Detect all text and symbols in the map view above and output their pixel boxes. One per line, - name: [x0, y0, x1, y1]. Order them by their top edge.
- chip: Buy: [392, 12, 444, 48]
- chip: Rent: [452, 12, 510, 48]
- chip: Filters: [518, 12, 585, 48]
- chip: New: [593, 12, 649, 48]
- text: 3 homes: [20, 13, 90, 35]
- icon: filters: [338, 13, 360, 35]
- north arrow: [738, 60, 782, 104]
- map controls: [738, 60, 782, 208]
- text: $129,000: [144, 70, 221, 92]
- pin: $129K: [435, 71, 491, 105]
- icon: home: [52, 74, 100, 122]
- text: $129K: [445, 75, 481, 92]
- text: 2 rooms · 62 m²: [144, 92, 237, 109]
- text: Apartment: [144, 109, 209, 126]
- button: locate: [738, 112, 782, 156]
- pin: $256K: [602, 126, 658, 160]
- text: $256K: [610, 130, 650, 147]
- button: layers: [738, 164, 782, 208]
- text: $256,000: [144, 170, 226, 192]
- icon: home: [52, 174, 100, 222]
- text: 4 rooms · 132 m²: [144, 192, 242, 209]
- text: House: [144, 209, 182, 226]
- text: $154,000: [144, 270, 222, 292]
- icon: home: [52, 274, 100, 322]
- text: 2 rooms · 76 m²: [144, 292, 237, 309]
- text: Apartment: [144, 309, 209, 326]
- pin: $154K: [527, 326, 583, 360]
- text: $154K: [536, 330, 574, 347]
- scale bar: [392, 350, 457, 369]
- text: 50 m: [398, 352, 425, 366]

TASK: Recopy the entries above exactly, with every line included.

RESPONSE TO THE TASK:
Detect all text and symbols in the map view above and output their pixel boxes. One per line, - name: [x0, y0, x1, y1]. Order them by their top edge.
- chip: Buy: [392, 12, 444, 48]
- chip: Rent: [452, 12, 510, 48]
- chip: Filters: [518, 12, 585, 48]
- chip: New: [593, 12, 649, 48]
- text: 3 homes: [20, 13, 90, 35]
- icon: filters: [338, 13, 360, 35]
- north arrow: [738, 60, 782, 104]
- map controls: [738, 60, 782, 208]
- text: $129,000: [144, 70, 221, 92]
- pin: $129K: [435, 71, 491, 105]
- icon: home: [52, 74, 100, 122]
- text: $129K: [445, 75, 481, 92]
- text: 2 rooms · 62 m²: [144, 92, 237, 109]
- text: Apartment: [144, 109, 209, 126]
- button: locate: [738, 112, 782, 156]
- pin: $256K: [602, 126, 658, 160]
- text: $256K: [610, 130, 650, 147]
- button: layers: [738, 164, 782, 208]
- text: $256,000: [144, 170, 226, 192]
- icon: home: [52, 174, 100, 222]
- text: 4 rooms · 132 m²: [144, 192, 242, 209]
- text: House: [144, 209, 182, 226]
- text: $154,000: [144, 270, 222, 292]
- icon: home: [52, 274, 100, 322]
- text: 2 rooms · 76 m²: [144, 292, 237, 309]
- text: Apartment: [144, 309, 209, 326]
- pin: $154K: [527, 326, 583, 360]
- text: $154K: [536, 330, 574, 347]
- scale bar: [392, 350, 457, 369]
- text: 50 m: [398, 352, 425, 366]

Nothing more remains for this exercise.